Agora isso do Schoenberg é mesmo exemplo de esteta em torre de marfim, confundindo um plano subjectivo e pessoal com a modificação da vida colectiva. E até o Schoenberg pediu e demandou apoios para o seu sistema composicional, de colegas músicos e do público, claro. Sem esse apoio nunca hoje saberíamos o que é a dodecafonia.
Karlos
Interessante e decisiva talvez seja a incursão no famoso livro de Mehdi B. Kacém," Depois de Badiou ", que encerra uma monumental crítica do " sistema " construído nas últimas quatro décadas pelo antigo aluno de L. Althusser. MBK vai ao ponto de o classificar de extrema-direita metafísica e post-moderna stalino-wagnerista... " La paradoxie éclate dans l´entreprise actuelle de Badiou: traduire La République de Platon dans un langage acessible au public de Colaricocosshow( programa de TV de critica política com bonecos). Car dans ce livre, Platon ne développe pas une Théorie du Sujet mais de l´Etat ( ou, mais c´est le sinthome au sens fort, du Sujet comme Etat); et tout grand philosophe à sa suite aura toujours appelé " politique " une Théorie de l´Etat, de Platon et Aristote à Rousseau et Hegel en passant par Hobbes et Machiavel. Il ya l´exception Marx, bien sûr. C´est de lui que Badiou hérite le motif du dépérissement de l´Etat, como téléologie politique propre à nôtre séquence historiale. En d´autres termes, mais il n´est que aujourd´hui que nous puissions nous en aviser, la spécificité antiphilosophique du politique est précisément " l´aveuglement " de Badiou: quelle soit la seule " procédure générique " à pretendre à la place de la philosophie, tout simplement parce que la philosophie s´est originairement instituée comme prétention légitime à la place de la répartition de toutes les places, c´est-à-dire à la politique absolue, c´est-à-dire à l´Etat absolu. C´est ça que révèle, en plus de son aberration proprement épistémologique et conceptuelle, la pensée de l´Etat chez Badiou: son " communisme " concentrationnaire, sous prétexte d´abolir l État en retraduisant Platon, rêve de l´Etat absolu où tous seraient mis au pas, à la baguette et pour finir à la roue de rééducation ",MB Kacem, in Après Badiou,pág. 369, Éditions Grasset Et Fasquelle. Niet
Miguel, The idea, here, is that a truth's invariance makes it genuinely indiscernible: because a truth is everywhere and always the case, it passes unnoticed unless there is a rupture in the laws of being and appearance, during which the truth in question becomes, but only for a passing moment, discernible. Such a rupture is what Badiou calls an event, according to a theory originally worked out in Being and Event and fleshed out in important ways in Logics of Worlds.

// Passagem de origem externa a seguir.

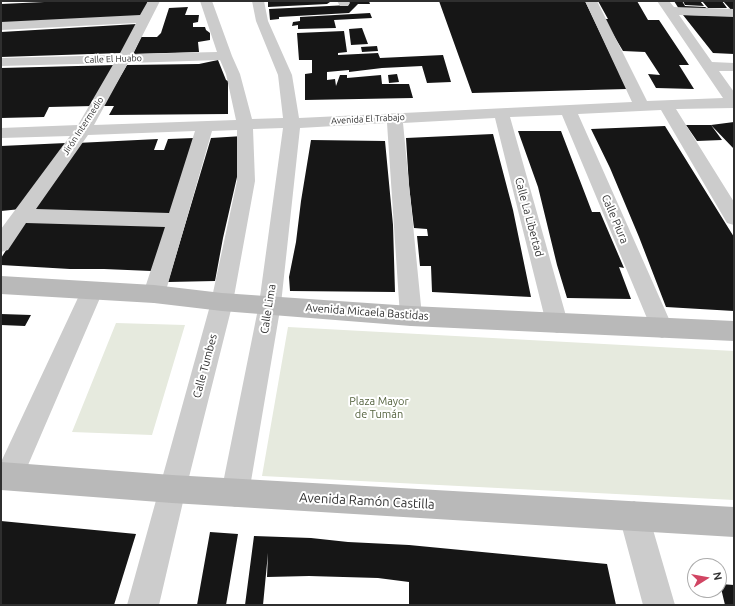 <!DOCTYPE html>
<html>
<head>
<meta charset="utf-8">
<style>
  body { margin:0 }
  #map { position:relative; width:735px; height:606px; overflow:hidden; background:#fff; font-family:Ubuntu,sans-serif }
  canvas { display:block }
  .frame { position:absolute; inset:0; border:2px solid #2f2f2f; pointer-events:none }
  .north { position:absolute; left:687px; top:558px; width:40px; height:40px; box-sizing:border-box; background:#fff; border:1px solid #acacac; border-radius:50%; rotate:79deg; font-size:11px; font-weight:700; line-height:16px; text-align:center; color:#2f2f2f }
  .north::after { content:''; display:block; margin:auto; width:14px; height:18px; background:#d14563; clip-path:polygon(50% 0,100% 100%,50% 72%,0 100%) }
</style>
</head>
<body>
<div id="map">
<canvas width="735" height="606"></canvas>
<div class="frame"></div>
<div class="north">N</div>
</div>
<script>
const ctx = document.querySelector('canvas').getContext('2d');
ctx.lineJoin = 'round';
function paint(path, color) { ctx.fillStyle = color; ctx.fill(path, 'evenodd'); }
function drawText(font, color, halo, rows, align = 'center') {
  ctx.font = font + ' Ubuntu,sans-serif'; ctx.lineWidth = 4; ctx.setLineDash([]); ctx.textBaseline = 'middle'; ctx.strokeStyle = halo; ctx.fillStyle = color; for (const [text, x, y, turn = 0] of rows) {
    ctx.save(); ctx.translate(x, y); ctx.rotate((+turn || 0) * Math.PI / 180); ctx.textAlign = isNaN(turn) ? turn : align; if (halo) ctx.strokeText(text, 0, 0); ctx.fillText(text, 0, 0); ctx.restore();
  }
}
const green = new Path2D(`
  M116 323 185 325 152 435 72 432Z
  M288 327 734 351V500L262 476Z`);
const building = new Path2D(`
  M66 1H148L143 17 1 24V4Z
  M268 1H330V2L327 4 268 7Z
  M356 1H369L370 4H358L349 13 279 17V19L270 20 269 9 349 5 348 2Z
  M439 1H585L627 89 472 93Z
  M598 1H637L648 20H659L689 65H679L694 89 656 88 648 74 660 75 645 52 623 51 604 19H608Z
  M674 1H682L685 6 705 7 710 10 679 9Z
  M683 1H700L704 6 685 5Z
  M702 1H722L727 8H708Z
  M723 1H734V13Z
  M188 7 185 15H199L198 22 193 23V27H205L206 30 210 33V40L198 42 199 52 133 54 141 37H157L161 33 169 8Z
  M370 13 372 18 334 20 336 28 298 29V25L292 26 293 22 300 21V17Z
  M683 15 734 16V54L713 53Z
  M137 24 122 53 1 57V32Z
  M362 28 368 44 351 45 349 29Z
  M344 31 347 52 338 53V55L378 53 380 58 443 55 451 82 427 83 422 66 382 68 349 72V70L327 72V80L335 79 336 86 340 75H347V78L381 75 382 84H409L413 98 305 100V74L312 73V60H299L297 33Z
  M377 46 378 51 362 52 361 47Z
  M218 60 226 80 228 81V114L109 115 114 106H103L127 65 199 64Z
  M116 65 93 106 49 107 44 117 1 118V68Z
  M397 74 399 82 389 83 388 75Z
  M734 122V149L711 125Z
  M686 125H711L722 140 697 141Z
  M665 126 734 237V311L666 307 639 237 610 168 591 129Z
  M518 131H561L592 212H600L624 268 619 267 631 299 567 298 557 265 538 187Z
  M493 134 513 210 531 297 432 292 431 266H420L417 236H428L427 229 414 228 409 186 406 138Z
  M243 136 237 177 223 238 215 281 168 282 211 138Z
  M194 138 172 214 32 213 77 143 158 139 154 150H164L168 139Z
  M311 140 385 141 393 225 395 292 290 291 289 277 296 242 301 201Z
  M66 143 21 209 1 211V146Z
  M25 221 170 225 151 271 104 269H70L1 265V258Z
  M1 314 31 315 25 326 1 325Z
  M1 521 136 534 114 605H1Z
  M210 532 238 534 226 605H197Z
  M254 536 311 538 348 542 409 545 607 564 616 605H409V582L378 578 309 576 267 577 268 553 263 605H245Z
  M720 584 734 585V605H725Z`);
const minor = new Path2D(`
  M148 1H160L133 54 217 52 200 1H212L232 56 240 74 252 119 283 118 278 75 256 21 252 1H264L268 21 292 75 299 118 632 102 585 1H597L647 101 723 98 657 1H669L674 7 734 9V17L679 15 712 62 734 63V71H719L734 92V108L676 109 734 202V225L727 223 661 110 578 114 673 328 670 335 662 338 654 335 562 115 510 117 568 323 565 330 557 333 549 330 546 323 495 118 403 123 422 316 419 323 411 326 403 323 400 316 387 123 300 128 281 304 249 493 245 503 235 507 225 503 221 493 259 304 283 128 253 129 255 181 233 302 186 489 159 605H127L211 302 237 181V130L212 131 165 294 162 300 154 303 146 300 143 294 165 227 26 223 8 250 1 252V229L70 136 1 138V128L78 125 114 63 1 66V58L119 55 136 23 1 30V22L140 15ZM220 60 226 74 236 120 94 125 128 63ZM195 131 169 213 36 209 88 135Z
  M337 1H349L350 3 348 6H340Z
  M92 282 100 285 103 291 19 486 9 490 1 487V462L84 285Z
  M634 501 644 506 649 516 675 605H643L619 516 624 506Z`);
const secondary = new Path2D(`
  M1 276 154 285 222 293 411 306 734 321V341L411 326 222 311 154 303 1 294Z
  M1 462 172 475 734 507V537L172 503 1 490Z`);
const farStreetnames = [
  ["Calle El Huabo",113,59,-2],
  ["Avenida El Trabajo",368,119,-3],
  ["Jirón Intermedio",83,126,-57]
];
const streetNames = [
  ["Calle La Libertad",529,217,75],
  ["Calle Piura",615,219,67],
  ["Calle Lima",268,309,-81],
  ["Avenida Micaela Bastidas",367,312,4],
  ["Calle Tumbes",205,366,-75]
];
const parkNames = [
  ["Plaza Mayor",379,401],
  ["de Tumán",379,414]
];
const nearStreetnames = [
  ["Avenida Ramón Castilla",367,501,3]
];
paint(green, '#e6eade');
paint(building, '#161616');
paint(minor, '#ccc');
paint(secondary, '#b9b9b9');
drawText('9px', '#2f2f2f', '#fff', farStreetnames);
drawText('11px', '#2f2f2f', '#fff', streetNames);
drawText('11px', '#576541', '#fff', parkNames);
drawText('13px', '#2f2f2f', '#fff', nearStreetnames);
</script>
</body>
</html> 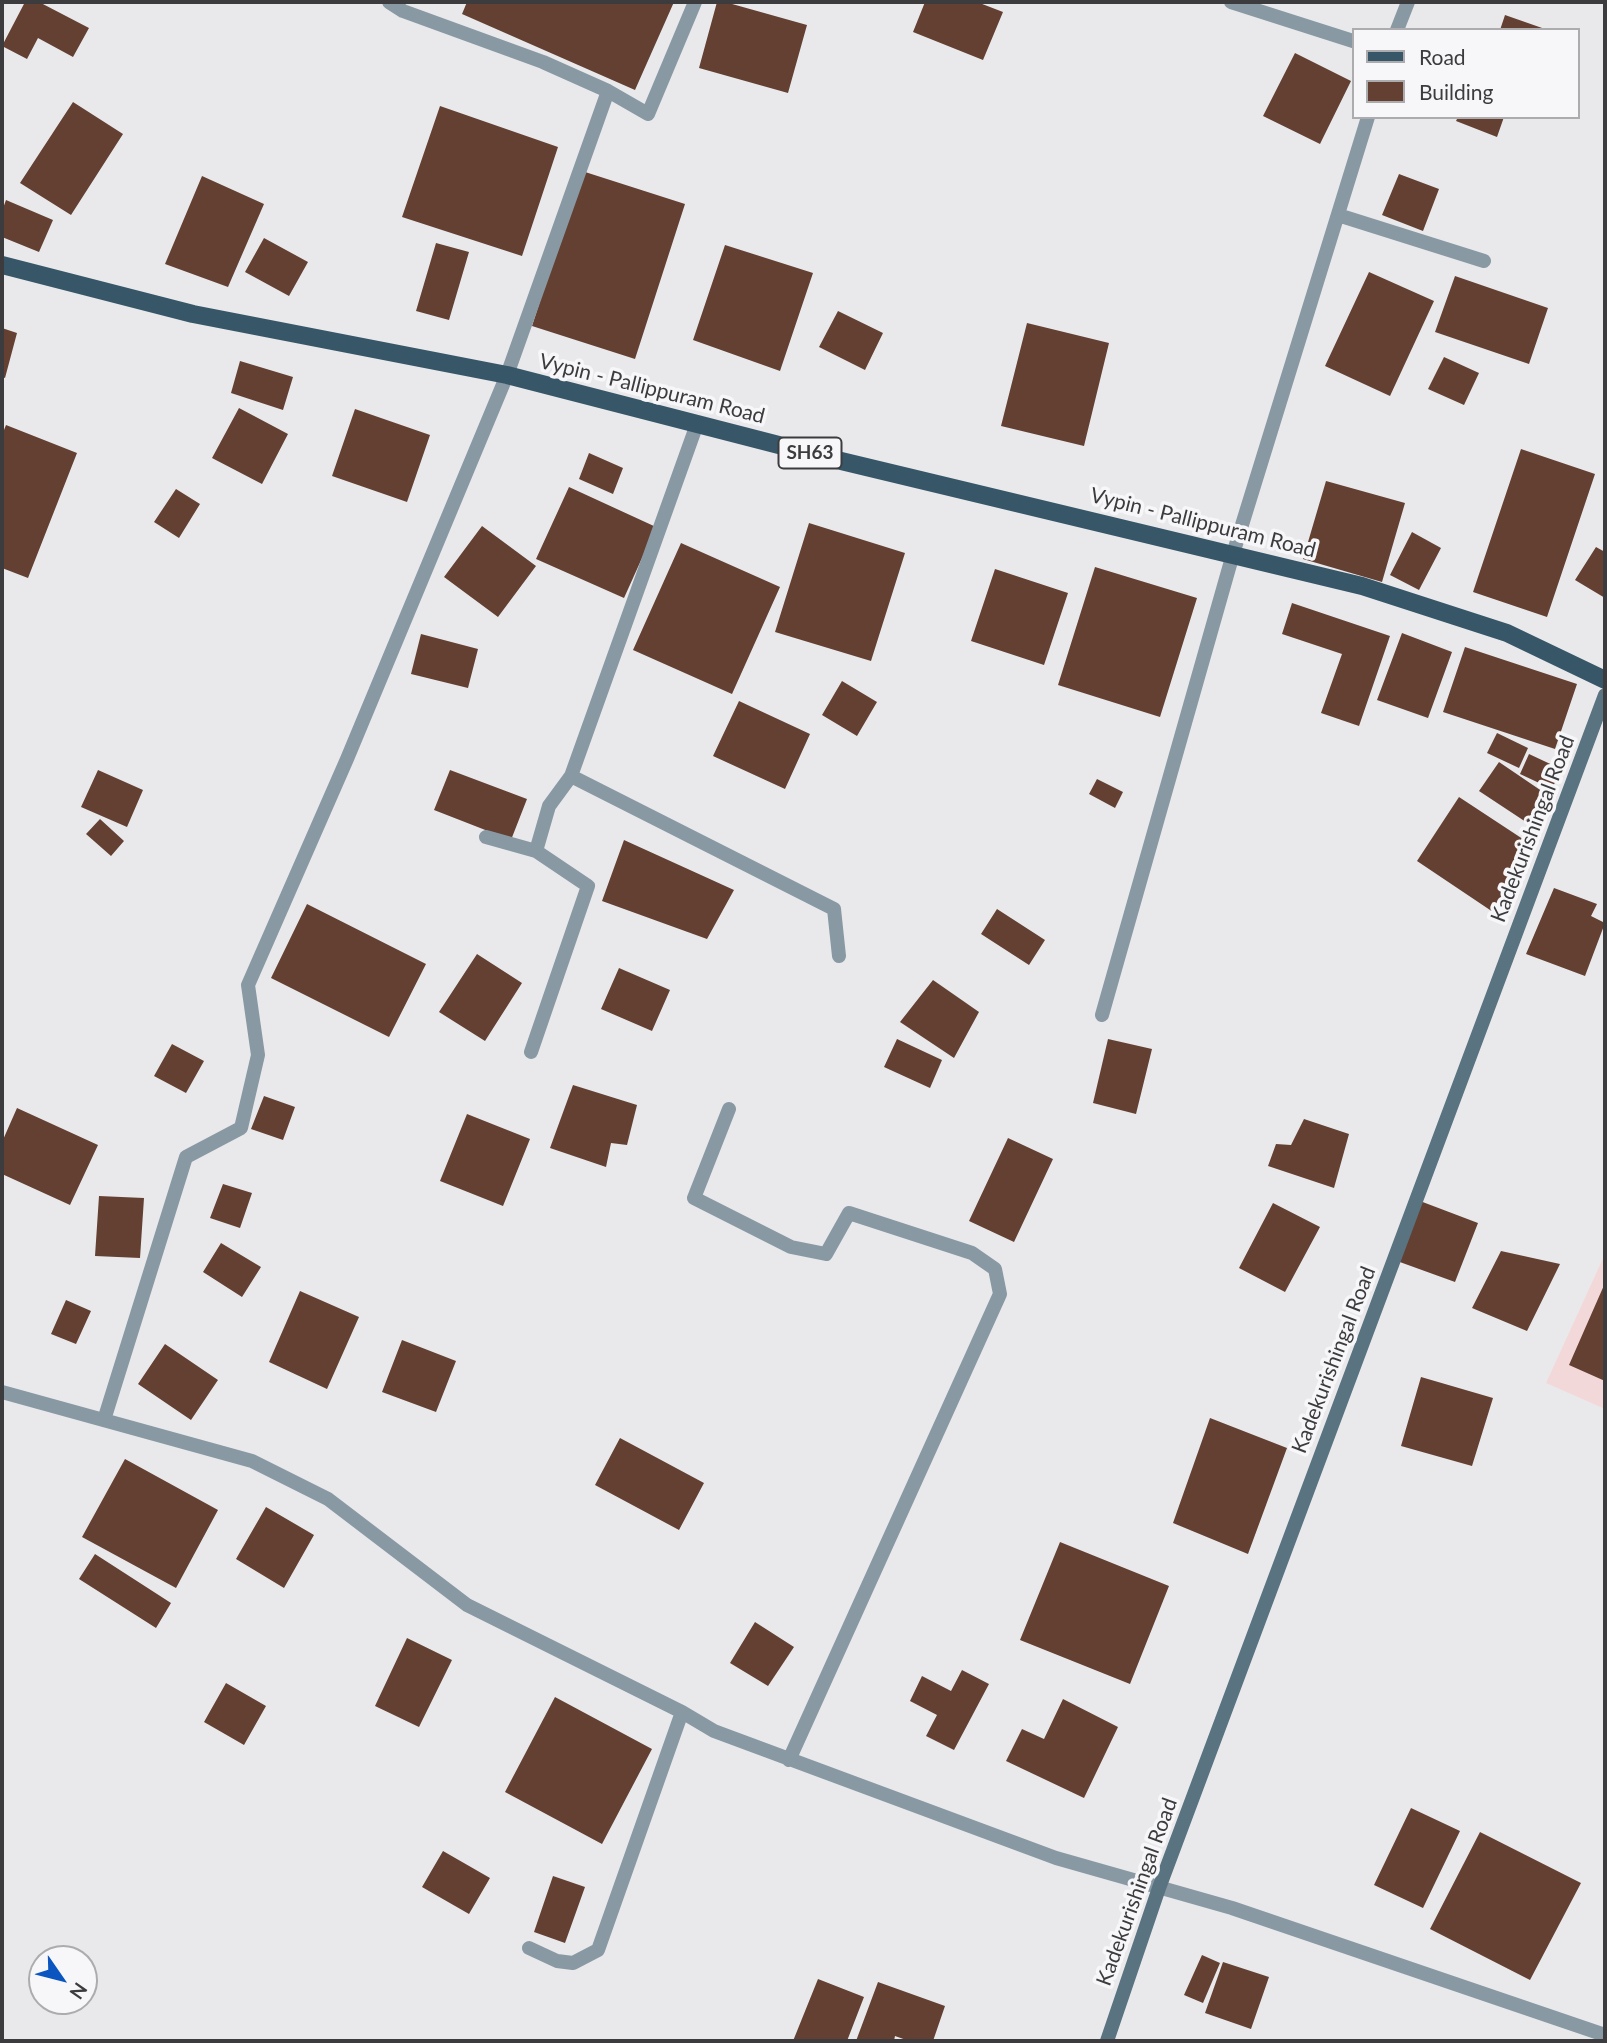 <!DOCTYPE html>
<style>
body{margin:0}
#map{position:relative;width:1607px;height:2043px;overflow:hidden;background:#e9e9ec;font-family:Lato,sans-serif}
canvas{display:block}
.frame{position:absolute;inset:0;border:4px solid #3c3c3e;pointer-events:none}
.legend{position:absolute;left:1352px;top:28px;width:228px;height:91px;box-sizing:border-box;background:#f7f7fa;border:2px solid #acacaf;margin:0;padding:9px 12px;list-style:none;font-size:21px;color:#3c3c3e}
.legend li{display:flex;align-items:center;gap:14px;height:35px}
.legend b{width:35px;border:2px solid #acacaf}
.north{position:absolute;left:28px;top:1945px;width:70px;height:70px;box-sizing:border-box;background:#f7f7fa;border:2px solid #acacaf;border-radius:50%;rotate:125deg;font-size:19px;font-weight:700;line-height:28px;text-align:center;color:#3c3c3e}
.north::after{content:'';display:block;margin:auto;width:24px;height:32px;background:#0a55bf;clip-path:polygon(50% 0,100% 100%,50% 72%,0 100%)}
</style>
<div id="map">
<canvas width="1607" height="2043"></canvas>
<div class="frame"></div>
<ul class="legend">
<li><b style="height:9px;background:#375768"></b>Road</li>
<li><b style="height:19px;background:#644033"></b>Building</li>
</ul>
<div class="north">N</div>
</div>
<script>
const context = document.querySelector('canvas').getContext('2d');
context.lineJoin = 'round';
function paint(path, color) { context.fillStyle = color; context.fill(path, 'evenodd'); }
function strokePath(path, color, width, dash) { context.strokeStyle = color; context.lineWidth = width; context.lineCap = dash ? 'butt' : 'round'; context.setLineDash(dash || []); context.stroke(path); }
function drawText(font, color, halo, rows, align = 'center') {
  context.font = font + ' Lato,sans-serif'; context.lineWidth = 7; context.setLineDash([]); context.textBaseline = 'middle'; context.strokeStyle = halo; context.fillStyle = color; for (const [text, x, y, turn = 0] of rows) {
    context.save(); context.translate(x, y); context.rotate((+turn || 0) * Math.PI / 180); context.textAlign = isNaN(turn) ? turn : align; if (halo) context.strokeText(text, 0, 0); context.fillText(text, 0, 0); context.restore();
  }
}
const education = new Path2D(`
 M 1605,1254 L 1605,1409 L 1546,1383 Z`);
const building = new Path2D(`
 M 25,2 L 39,2 L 89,28 L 73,57 L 38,38 L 27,59 L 2,46 Z
 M 467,2 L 674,2 L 635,90 L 462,14 Z
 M 717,2 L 725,2 L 807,25 L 788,93 L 699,68 Z
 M 925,2 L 977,2 L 1003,12 L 983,60 L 913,32 Z
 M 1505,15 L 1545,29 L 1545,30 L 1500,30 Z
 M 1295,53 L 1351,81 L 1320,144 L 1263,116 Z
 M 73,102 L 123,134 L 71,215 L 20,183 Z
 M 440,106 L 558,147 L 522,256 L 402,217 Z
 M 1458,117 L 1504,117 L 1497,137 L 1456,121 Z
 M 582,171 L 685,204 L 635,359 L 532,326 Z
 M 1399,174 L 1439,189 L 1423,231 L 1382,215 Z
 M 202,176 L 264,204 L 228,287 L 165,264 Z
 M 6,200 L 53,220 L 39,252 L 2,237 L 2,211 Z
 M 264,238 L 308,262 L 289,296 L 245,272 Z
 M 436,243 L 469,252 L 449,320 L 416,311 Z
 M 725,245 L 813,273 L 780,371 L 693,340 Z
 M 1369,272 L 1434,301 L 1390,396 L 1325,366 Z
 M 1455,276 L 1548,308 L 1529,364 L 1435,332 Z
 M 838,311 L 883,333 L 865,370 L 819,347 Z
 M 1027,323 L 1109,343 L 1084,446 L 1001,426 Z
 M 2,328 L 17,333 L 5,378 L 2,377 Z
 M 1444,357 L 1479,373 L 1464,405 L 1428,389 Z
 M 240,361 L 293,377 L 283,410 L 231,393 Z
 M 239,408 L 288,434 L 262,484 L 212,458 Z
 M 355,409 L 430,435 L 407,502 L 332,476 Z
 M 6,425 L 77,453 L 28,578 L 2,568 L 2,435 Z
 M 1521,449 L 1595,474 L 1547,617 L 1473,592 Z
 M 589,453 L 623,468 L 613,494 L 579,479 Z
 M 1326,481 L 1405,503 L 1382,582 L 1303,559 Z
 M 569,487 L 656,527 L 624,598 L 536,559 Z
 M 176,489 L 200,504 L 179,538 L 154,522 Z
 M 809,523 L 905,553 L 871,661 L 775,632 Z
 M 482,526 L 536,566 L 498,617 L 444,577 Z
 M 1412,532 L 1441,548 L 1419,590 L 1390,575 Z
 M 681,543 L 780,587 L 732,694 L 633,650 Z
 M 1596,547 L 1605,552 L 1605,598 L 1575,580 Z
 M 1095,567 L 1197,598 L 1160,717 L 1058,685 Z
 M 995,569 L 1068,593 L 1044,665 L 971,641 Z
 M 1292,603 L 1390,636 L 1359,726 L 1321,713 L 1342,654 L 1282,634 Z
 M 1402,633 L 1452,652 L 1428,718 L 1377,700 Z
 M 421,634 L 478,649 L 468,688 L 411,674 Z
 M 1465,647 L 1577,684 L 1555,749 L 1443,712 Z
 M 842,681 L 877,702 L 857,736 L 822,715 Z
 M 739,701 L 810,734 L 785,789 L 713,756 Z
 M 1497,733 L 1528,748 L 1519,768 L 1487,753 Z
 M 1529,754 L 1561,769 L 1552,789 L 1520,774 Z
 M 1499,762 L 1552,798 L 1532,826 L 1479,791 Z
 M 98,770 L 143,790 L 127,827 L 81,807 Z
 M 450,770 L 527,799 L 511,840 L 434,810 Z
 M 1097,779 L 1123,792 L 1115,808 L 1089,794 Z
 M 1459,797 L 1535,847 L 1493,912 L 1417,861 Z
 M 100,819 L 124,841 L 111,856 L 86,834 Z
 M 624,840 L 734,890 L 707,939 L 602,901 Z
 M 1554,888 L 1597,904 L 1591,916 L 1605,923 L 1585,976 L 1526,954 Z
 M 307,904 L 426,964 L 389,1037 L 271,978 Z
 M 997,909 L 1045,940 L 1029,965 L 981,934 Z
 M 477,954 L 522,983 L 485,1041 L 439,1012 Z
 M 619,968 L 670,990 L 652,1031 L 601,1009 Z
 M 933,980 L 979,1012 L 954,1058 L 900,1022 Z
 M 897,1039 L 942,1060 L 930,1088 L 884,1067 Z
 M 1108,1039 L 1152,1049 L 1136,1114 L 1093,1103 Z
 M 172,1044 L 204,1061 L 186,1093 L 154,1076 Z
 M 573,1085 L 637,1105 L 627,1145 L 611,1143 L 606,1167 L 550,1148 Z
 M 264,1096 L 295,1107 L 283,1140 L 251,1129 Z
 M 17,1108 L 98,1145 L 70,1205 L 2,1174 L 2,1142 Z
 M 467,1114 L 530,1139 L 503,1206 L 440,1181 Z
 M 1304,1119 L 1349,1134 L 1334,1188 L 1268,1166 L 1276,1144 L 1291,1145 Z
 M 1008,1138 L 1053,1159 L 1014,1242 L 969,1221 Z
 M 223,1184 L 252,1193 L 240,1228 L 210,1218 Z
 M 99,1196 L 144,1198 L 140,1258 L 95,1256 Z
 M 1420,1201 L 1478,1223 L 1455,1282 L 1397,1261 Z
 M 1273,1203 L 1320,1227 L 1285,1292 L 1239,1268 Z
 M 221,1243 L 261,1267 L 242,1297 L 203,1272 Z
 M 1501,1251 L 1560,1264 L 1527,1331 L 1472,1308 Z
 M 1605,1283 L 1605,1381 L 1569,1365 Z
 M 300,1291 L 359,1317 L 327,1389 L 269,1362 Z
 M 66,1300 L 91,1311 L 76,1344 L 51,1334 Z
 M 402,1340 L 456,1361 L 436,1412 L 382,1392 Z
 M 165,1344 L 218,1380 L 191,1420 L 138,1384 Z
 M 1421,1377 L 1493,1398 L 1472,1466 L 1401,1446 Z
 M 1210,1418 L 1287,1448 L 1248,1554 L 1173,1523 Z
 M 620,1438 L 704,1483 L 679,1530 L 595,1485 Z
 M 125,1459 L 218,1510 L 176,1588 L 82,1537 Z
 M 266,1507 L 314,1535 L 284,1588 L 236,1559 Z
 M 1060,1542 L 1169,1586 L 1130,1684 L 1020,1640 Z
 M 95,1554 L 171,1603 L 156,1628 L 79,1579 Z
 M 755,1622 L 794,1647 L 768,1686 L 730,1663 Z
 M 407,1638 L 452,1660 L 419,1727 L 375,1706 Z
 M 962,1670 L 989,1684 L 954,1750 L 926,1736 L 937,1715 L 910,1701 L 922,1676 L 951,1691 Z
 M 226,1683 L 266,1706 L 244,1745 L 204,1722 Z
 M 555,1697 L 652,1749 L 602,1844 L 505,1792 Z
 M 1063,1699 L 1118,1727 L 1084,1798 L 1006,1761 L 1022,1729 L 1044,1739 Z
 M 1411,1808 L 1460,1831 L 1423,1908 L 1374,1885 Z
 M 1480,1832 L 1581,1883 L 1530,1980 L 1430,1929 Z
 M 443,1851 L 490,1878 L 469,1914 L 422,1887 Z
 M 553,1876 L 585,1887 L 565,1943 L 534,1932 Z
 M 1202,1955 L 1220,1963 L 1203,2003 L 1184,1995 Z
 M 1223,1962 L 1269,1977 L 1251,2029 L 1205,2013 Z
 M 818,1979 L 864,1997 L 847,2041 L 793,2041 Z
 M 878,1982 L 945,2006 L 933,2041 L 909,2041 L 895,2036 L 894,2041 L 856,2041 Z`);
const street = new Path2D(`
 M 389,2 L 403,11 L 543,62 L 608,91
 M 1231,2 L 1353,41
 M 1397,30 L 1408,2
 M 1338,215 L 1484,261
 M 697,424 L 571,776 L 834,909 L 839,956
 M 486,837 L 536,851 L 549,806 L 571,776
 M 1102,1015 L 1233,554 L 1368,117
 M 531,1052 L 588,886 L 536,851
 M 729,1109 L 694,1198 L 791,1247 L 826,1254 L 849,1213 L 972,1253 L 995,1269 L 1000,1294 L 789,1760
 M 2,1392 L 252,1461 L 328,1499 L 467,1605 L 682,1712 L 714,1731 L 1056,1858 L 1232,1908 L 1605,2035
 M 104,1420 L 186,1157 L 241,1128 L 258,1055 L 248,985 L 347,759 L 507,375 L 608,91 L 648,114 L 695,2
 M 529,1948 L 557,1961 L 573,1963 L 598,1950 L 682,1712`);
const secondary = new Path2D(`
 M 1107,2041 L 1159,1888 L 1605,695`);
const primary = new Path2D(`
 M 2,265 L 193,314 L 507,375 L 837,460 L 1362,586 L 1507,633 L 1605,680`);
const shields = [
 [810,453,63]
];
const shieldNames = [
 ["SH63",810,453]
];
const streetNames = [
 ["Vypin - Pallippuram Road",652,389,14],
 ["Vypin - Pallippuram Road",1203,523,14],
 ["Kadekurishingal Road",1533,829,-69],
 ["Kadekurishingal Road",1334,1360,-69],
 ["Kadekurishingal Road",1137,1892,-70]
];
paint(education, '#f3d8d9');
paint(building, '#644033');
strokePath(street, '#8899a3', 14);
strokePath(secondary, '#597380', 14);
strokePath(primary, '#375768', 18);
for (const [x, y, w] of shields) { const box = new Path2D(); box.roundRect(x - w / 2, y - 15.5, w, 31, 5); context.fillStyle = '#f7f7fa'; context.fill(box); strokePath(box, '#3c3c3e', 2); }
drawText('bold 19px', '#3c3c3e', null, shieldNames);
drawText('21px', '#3c3c3e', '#f7f7fa', streetNames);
</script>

The individual who chances to witness such an event, if he is faithful to what he has glimpsed, can then introduce the truth by naming it into worldly situations. For Badiou, it is by positioning oneself to the truth of an event that a human animal becomes a subject; subjectivity is not an inherent human trait. According to a process or procedure that subsequently unfolds only if those who subject themselves to the glimpsed truth continue faithful in the work of announcing the truth in question, genuine knowledge is produced (knowledge often appears in Badiou's work under the title of the "veridical"). While such knowledge is produced in the process of being faithful to a truth event, it should be noted that, for Badiou, knowledge, in the figure of the encyclopedia, always remains fragile, subject to what may yet be produced as faithful subjects of the event produce further knowledge. According to Badiou, truth procedures proceed to infinity, such that faith (fidelity) outstrips knowledge. (Badiou, following both Lacan and Heidegger, distances truth from knowledge.) The dominating ideology of the day, which Badiou terms "democratic materialism," denies the existence of truth and only recognize "bodies" and "languages." Badiou proposes a turn towards "dialectical materialism," which recognizes that there are only bodies and languages, except there are also truths.